Exercise details
Could you report every line from the entries that includes the word "currentColor"?

•••

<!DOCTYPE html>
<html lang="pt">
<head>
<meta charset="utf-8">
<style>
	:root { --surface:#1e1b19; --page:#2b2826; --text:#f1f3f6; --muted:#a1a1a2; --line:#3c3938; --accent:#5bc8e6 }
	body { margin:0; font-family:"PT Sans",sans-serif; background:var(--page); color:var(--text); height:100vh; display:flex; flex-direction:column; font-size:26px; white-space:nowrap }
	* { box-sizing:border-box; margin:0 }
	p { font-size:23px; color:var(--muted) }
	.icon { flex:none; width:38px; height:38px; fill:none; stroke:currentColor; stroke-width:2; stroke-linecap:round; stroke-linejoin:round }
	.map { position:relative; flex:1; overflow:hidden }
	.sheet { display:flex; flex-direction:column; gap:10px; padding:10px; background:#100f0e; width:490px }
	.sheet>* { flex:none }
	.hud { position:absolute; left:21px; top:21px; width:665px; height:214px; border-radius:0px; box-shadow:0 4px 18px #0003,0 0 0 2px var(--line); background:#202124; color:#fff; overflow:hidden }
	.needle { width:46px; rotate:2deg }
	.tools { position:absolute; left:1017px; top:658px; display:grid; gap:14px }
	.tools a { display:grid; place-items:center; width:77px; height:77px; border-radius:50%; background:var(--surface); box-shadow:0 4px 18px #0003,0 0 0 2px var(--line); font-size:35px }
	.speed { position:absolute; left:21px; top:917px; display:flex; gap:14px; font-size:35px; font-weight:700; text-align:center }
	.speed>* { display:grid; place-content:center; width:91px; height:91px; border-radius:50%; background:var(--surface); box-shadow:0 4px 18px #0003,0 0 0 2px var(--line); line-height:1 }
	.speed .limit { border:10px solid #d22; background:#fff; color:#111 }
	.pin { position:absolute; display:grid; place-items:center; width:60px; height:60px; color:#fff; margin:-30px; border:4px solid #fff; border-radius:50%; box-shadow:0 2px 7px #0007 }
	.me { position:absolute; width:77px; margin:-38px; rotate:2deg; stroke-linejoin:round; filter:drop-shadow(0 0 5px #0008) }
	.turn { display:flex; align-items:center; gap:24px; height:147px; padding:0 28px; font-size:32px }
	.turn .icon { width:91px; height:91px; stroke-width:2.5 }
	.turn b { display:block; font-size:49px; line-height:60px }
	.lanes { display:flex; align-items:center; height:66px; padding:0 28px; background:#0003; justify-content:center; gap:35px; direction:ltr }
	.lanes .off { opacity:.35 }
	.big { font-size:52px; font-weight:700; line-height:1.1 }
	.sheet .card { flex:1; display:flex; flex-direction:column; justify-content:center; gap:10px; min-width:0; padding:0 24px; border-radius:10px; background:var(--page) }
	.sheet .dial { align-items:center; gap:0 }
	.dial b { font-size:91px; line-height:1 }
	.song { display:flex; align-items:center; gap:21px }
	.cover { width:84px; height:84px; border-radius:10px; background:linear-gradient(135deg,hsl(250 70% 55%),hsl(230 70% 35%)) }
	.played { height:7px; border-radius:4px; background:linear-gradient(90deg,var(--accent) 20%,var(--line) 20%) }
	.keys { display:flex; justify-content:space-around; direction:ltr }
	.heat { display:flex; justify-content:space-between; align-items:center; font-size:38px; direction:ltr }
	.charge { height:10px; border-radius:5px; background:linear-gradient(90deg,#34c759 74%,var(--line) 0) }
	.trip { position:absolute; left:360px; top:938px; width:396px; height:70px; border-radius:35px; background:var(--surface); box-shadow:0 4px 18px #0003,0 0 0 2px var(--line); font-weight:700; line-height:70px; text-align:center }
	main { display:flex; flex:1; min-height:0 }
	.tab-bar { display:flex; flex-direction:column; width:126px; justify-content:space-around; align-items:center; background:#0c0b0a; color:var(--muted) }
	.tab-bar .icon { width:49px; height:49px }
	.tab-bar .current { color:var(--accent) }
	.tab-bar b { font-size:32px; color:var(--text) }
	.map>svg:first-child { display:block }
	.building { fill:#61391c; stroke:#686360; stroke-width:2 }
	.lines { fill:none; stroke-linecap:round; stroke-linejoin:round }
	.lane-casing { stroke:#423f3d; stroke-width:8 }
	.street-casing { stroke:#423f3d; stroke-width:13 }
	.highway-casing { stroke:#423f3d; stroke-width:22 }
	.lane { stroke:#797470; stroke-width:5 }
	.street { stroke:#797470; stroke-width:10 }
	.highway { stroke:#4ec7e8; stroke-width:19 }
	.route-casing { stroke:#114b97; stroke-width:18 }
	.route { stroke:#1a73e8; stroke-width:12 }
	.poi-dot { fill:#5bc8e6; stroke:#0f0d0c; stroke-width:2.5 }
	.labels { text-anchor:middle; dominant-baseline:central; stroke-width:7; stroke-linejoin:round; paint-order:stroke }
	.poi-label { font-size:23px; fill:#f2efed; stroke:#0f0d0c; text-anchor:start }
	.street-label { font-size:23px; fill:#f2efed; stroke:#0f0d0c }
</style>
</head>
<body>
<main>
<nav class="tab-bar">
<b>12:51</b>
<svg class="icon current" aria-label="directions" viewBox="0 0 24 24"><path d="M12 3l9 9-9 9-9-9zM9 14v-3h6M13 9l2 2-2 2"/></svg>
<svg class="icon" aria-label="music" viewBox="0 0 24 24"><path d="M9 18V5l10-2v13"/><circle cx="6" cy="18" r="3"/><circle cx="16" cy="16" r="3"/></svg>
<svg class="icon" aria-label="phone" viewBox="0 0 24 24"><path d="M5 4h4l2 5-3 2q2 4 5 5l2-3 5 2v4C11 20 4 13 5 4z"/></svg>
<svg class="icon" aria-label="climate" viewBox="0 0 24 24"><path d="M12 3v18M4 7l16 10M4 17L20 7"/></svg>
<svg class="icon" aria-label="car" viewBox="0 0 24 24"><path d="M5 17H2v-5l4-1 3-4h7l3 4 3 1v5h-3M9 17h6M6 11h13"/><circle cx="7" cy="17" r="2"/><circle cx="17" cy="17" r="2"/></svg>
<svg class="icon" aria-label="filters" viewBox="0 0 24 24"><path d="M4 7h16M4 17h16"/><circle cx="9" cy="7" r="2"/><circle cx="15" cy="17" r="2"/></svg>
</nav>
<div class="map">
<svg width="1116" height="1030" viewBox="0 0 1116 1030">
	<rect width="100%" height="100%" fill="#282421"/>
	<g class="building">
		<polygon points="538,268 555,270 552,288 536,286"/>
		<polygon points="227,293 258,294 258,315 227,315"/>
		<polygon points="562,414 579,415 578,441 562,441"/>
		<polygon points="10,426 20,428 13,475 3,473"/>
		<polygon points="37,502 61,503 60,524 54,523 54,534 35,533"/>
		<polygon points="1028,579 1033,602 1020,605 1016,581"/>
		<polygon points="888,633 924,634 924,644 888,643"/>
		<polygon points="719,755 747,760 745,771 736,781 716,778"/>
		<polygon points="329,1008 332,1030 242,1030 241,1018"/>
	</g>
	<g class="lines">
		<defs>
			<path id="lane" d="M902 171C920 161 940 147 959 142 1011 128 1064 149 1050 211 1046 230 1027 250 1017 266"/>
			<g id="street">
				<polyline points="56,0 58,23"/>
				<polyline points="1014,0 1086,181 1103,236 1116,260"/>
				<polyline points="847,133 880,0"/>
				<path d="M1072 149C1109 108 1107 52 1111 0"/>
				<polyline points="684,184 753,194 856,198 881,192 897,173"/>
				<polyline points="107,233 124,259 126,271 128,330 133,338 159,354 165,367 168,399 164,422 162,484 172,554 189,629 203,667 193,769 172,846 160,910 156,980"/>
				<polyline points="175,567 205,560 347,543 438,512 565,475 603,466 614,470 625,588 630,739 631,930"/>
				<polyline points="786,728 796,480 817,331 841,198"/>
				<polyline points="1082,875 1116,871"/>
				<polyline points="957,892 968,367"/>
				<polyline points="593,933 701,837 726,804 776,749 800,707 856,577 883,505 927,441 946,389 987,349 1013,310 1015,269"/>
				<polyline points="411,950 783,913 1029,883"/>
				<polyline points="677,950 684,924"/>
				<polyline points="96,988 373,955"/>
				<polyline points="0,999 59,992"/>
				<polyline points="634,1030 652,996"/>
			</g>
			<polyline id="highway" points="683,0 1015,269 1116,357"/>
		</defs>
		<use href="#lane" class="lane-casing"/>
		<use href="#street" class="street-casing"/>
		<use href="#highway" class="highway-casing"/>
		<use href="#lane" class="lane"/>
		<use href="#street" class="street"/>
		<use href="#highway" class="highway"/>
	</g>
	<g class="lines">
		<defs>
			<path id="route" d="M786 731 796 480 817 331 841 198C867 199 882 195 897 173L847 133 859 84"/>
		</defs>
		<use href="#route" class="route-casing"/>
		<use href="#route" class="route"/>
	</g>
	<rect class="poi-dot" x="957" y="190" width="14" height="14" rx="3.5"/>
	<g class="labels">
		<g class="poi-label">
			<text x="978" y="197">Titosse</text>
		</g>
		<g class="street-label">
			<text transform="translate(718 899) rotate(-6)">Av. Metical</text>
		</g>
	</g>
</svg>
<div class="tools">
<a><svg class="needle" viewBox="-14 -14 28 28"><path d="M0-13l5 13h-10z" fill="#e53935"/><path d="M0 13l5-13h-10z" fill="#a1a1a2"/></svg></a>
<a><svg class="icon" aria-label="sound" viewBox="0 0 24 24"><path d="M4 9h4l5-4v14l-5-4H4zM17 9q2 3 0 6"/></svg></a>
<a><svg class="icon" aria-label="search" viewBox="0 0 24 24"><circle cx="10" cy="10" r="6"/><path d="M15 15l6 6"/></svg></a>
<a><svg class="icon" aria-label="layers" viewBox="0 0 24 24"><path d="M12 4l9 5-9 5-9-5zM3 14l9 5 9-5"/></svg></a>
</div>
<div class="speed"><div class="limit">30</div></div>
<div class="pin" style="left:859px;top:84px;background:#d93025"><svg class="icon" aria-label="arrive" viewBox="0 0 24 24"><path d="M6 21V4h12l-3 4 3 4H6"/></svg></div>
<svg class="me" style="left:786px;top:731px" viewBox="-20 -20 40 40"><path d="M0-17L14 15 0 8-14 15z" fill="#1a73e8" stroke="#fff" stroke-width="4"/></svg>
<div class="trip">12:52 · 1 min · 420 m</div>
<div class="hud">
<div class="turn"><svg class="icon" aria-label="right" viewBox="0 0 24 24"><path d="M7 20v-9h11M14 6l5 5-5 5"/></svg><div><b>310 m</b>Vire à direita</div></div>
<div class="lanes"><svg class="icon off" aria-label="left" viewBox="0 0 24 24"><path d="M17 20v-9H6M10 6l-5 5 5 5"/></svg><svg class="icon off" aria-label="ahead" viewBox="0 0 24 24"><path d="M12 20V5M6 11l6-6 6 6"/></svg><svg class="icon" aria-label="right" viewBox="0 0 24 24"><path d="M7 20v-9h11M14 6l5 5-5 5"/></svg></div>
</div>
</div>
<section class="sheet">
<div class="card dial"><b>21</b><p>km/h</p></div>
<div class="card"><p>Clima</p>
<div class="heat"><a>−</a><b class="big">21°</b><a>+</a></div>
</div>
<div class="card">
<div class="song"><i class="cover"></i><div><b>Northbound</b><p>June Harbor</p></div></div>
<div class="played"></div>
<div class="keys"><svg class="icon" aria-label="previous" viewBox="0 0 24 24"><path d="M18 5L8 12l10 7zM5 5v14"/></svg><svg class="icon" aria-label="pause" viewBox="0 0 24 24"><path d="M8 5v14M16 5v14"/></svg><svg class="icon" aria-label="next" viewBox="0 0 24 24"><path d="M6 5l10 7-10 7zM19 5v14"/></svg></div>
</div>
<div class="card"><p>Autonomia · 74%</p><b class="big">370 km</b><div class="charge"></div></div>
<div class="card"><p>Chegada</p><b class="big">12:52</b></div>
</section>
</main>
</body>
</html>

•••

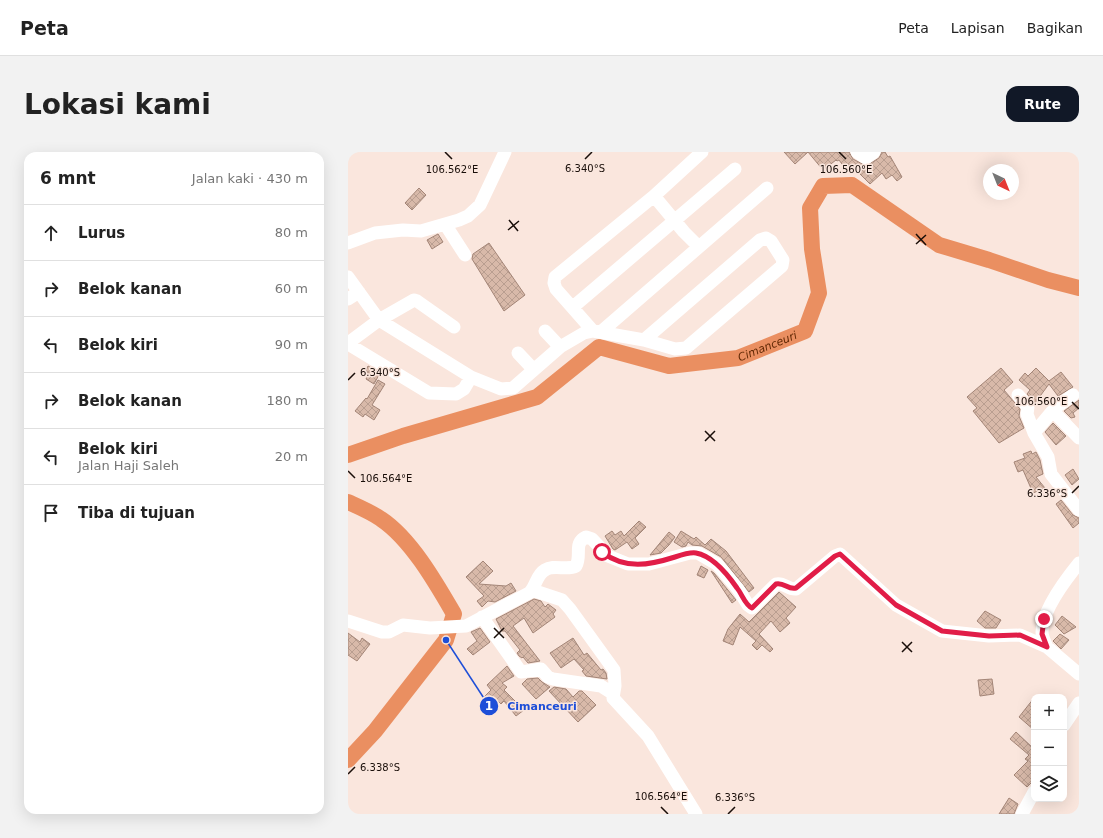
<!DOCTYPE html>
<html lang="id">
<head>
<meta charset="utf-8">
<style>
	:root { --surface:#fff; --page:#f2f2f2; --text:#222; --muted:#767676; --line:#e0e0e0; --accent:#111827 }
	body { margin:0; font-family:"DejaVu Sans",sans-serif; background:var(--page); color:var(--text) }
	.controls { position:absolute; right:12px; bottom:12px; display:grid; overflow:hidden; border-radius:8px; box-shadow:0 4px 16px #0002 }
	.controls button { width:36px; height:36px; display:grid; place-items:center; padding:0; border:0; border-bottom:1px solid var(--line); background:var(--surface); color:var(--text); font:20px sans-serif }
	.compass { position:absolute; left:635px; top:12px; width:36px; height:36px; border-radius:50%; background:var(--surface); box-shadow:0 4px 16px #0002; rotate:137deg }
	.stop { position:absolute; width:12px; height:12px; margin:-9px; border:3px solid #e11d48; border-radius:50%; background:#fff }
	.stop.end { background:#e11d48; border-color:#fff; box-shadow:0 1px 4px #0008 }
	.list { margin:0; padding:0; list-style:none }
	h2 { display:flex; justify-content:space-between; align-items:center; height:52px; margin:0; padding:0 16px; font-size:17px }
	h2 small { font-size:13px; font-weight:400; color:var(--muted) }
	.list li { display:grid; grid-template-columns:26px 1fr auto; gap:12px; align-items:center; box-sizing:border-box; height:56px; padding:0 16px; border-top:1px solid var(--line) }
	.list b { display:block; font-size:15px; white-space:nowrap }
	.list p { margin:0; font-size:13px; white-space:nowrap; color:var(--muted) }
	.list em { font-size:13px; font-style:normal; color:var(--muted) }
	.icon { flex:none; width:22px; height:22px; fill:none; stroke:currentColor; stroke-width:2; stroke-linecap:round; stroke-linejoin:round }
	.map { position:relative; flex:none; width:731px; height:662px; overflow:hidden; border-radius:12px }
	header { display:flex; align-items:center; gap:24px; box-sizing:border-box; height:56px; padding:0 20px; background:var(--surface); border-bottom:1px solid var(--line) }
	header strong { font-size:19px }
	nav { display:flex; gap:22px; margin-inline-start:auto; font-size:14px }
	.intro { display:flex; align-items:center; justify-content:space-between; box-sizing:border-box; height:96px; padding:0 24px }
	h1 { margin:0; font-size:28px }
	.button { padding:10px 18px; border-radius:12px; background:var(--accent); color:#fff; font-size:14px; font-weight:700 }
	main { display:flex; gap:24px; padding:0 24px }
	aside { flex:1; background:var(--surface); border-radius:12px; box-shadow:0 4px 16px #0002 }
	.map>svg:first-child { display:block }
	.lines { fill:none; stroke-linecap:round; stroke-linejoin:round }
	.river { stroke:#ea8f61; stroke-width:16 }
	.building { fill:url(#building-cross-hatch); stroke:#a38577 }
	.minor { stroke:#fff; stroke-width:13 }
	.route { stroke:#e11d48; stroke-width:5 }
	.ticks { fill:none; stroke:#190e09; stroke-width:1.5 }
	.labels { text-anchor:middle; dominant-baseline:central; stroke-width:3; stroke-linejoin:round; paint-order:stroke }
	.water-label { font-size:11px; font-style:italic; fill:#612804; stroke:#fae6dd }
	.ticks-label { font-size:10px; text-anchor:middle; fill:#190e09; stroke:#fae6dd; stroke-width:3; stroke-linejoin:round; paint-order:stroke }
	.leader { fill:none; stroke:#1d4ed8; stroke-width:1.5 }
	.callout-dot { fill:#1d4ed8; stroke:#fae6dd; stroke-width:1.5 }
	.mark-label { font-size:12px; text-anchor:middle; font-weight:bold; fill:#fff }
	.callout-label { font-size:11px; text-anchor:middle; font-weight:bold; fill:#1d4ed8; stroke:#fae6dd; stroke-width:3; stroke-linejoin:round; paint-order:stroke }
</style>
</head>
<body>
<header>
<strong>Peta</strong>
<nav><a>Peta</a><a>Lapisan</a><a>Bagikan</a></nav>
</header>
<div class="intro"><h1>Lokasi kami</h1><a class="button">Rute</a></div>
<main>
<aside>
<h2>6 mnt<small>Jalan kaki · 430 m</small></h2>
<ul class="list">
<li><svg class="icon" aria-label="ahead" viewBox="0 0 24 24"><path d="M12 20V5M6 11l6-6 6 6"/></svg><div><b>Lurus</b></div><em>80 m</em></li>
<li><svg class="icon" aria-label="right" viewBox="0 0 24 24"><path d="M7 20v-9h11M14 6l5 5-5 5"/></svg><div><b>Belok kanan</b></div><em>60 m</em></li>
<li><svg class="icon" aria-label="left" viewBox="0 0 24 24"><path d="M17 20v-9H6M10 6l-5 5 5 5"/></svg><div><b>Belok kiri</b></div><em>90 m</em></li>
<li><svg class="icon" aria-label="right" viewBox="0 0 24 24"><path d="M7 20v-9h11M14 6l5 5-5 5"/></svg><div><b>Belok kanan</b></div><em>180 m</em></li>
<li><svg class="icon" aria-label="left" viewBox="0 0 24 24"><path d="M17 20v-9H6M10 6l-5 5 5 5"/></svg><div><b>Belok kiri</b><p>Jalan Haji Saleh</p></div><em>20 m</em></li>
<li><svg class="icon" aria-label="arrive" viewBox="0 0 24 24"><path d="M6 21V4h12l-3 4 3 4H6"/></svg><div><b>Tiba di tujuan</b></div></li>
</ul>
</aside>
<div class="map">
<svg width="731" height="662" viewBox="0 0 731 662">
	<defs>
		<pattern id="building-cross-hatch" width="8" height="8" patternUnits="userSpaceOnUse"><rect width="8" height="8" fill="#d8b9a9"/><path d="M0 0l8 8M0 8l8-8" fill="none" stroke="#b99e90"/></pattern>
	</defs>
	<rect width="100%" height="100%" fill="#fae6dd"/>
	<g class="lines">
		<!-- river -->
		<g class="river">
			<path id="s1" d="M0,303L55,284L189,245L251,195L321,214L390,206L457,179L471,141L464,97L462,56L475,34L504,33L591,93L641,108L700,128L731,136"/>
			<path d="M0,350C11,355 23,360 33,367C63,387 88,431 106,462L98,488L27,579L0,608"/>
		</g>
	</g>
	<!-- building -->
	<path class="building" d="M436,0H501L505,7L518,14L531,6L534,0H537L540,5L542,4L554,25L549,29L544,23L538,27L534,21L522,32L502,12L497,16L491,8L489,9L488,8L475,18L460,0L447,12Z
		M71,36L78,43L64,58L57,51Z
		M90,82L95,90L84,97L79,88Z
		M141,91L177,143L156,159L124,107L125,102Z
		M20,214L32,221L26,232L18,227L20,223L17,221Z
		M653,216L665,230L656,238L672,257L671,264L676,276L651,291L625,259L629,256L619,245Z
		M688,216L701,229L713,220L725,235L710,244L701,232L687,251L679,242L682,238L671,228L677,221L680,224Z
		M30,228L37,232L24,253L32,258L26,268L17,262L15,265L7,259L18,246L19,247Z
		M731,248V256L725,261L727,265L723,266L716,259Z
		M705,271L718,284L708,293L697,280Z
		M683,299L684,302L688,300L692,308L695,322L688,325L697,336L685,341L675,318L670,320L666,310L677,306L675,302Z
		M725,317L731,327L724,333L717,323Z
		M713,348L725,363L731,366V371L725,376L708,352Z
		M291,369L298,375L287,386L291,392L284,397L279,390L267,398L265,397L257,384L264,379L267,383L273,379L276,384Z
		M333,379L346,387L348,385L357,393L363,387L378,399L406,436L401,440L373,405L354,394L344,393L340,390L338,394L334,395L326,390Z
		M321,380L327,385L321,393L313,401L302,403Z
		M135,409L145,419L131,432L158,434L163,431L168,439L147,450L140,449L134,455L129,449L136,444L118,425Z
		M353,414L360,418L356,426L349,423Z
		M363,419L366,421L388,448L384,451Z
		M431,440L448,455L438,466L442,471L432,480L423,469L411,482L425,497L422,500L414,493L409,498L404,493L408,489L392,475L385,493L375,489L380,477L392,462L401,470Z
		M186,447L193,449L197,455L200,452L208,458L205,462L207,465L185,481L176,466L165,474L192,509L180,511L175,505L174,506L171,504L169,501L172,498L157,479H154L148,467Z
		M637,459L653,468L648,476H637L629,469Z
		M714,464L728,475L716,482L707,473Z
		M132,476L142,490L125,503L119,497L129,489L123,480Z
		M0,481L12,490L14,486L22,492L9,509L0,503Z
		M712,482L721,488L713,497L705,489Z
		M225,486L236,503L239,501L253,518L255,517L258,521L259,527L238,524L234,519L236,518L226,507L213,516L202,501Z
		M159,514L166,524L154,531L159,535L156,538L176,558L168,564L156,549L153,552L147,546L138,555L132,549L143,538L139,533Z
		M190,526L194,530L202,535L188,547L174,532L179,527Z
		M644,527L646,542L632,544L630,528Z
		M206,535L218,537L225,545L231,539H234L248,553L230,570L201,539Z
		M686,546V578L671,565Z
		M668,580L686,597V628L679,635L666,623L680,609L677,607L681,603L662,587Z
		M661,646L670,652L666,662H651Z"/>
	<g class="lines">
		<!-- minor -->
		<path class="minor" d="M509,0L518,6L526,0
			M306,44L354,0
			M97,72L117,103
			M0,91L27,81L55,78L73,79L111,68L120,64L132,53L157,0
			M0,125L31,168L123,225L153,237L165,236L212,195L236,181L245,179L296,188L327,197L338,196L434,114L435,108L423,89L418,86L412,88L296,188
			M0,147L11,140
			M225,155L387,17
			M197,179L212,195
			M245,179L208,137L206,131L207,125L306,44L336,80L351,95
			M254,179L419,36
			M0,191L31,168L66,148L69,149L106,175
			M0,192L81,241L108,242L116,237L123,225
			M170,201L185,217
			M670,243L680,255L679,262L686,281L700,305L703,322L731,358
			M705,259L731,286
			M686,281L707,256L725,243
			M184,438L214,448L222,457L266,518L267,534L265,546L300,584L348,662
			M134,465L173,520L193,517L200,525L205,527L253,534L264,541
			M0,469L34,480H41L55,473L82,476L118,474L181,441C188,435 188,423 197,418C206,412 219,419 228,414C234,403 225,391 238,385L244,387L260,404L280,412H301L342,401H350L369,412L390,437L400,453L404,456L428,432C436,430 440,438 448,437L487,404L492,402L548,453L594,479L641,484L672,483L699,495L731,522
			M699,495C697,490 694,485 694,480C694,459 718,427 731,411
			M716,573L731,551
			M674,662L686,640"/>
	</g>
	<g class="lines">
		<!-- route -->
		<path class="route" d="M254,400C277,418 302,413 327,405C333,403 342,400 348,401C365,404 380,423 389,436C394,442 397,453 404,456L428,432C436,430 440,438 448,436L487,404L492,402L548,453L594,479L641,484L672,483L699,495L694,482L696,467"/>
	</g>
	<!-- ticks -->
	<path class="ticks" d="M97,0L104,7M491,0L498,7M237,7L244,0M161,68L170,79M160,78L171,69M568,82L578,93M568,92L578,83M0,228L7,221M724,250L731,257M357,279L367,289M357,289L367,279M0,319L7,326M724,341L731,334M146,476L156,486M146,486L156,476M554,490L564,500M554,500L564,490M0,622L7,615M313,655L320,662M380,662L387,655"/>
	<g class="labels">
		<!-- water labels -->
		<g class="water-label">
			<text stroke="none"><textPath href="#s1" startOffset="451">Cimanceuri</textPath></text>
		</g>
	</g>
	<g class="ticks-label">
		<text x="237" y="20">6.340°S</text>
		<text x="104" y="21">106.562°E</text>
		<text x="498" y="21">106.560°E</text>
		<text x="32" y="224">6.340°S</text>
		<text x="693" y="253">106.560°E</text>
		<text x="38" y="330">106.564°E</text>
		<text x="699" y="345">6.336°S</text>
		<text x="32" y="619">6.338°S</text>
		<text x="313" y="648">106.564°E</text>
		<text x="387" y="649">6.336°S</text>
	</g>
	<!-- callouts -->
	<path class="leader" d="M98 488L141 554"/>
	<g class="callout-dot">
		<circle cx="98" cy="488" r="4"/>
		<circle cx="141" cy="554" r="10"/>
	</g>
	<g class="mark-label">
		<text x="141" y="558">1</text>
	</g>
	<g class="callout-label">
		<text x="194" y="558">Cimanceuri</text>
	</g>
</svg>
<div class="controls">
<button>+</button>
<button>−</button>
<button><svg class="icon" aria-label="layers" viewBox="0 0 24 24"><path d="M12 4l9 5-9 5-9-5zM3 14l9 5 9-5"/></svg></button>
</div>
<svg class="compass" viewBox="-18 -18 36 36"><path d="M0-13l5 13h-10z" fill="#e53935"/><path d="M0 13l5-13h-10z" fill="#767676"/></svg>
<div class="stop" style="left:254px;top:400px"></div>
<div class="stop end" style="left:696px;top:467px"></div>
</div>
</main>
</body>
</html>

•••

Solved problem
	.icon { flex:none; width:38px; height:38px; fill:none; stroke:currentColor; stroke-width:2; stroke-linecap:round; stroke-linejoin:round }
	.icon { flex:none; width:22px; height:22px; fill:none; stroke:currentColor; stroke-width:2; stroke-linecap:round; stroke-linejoin:round }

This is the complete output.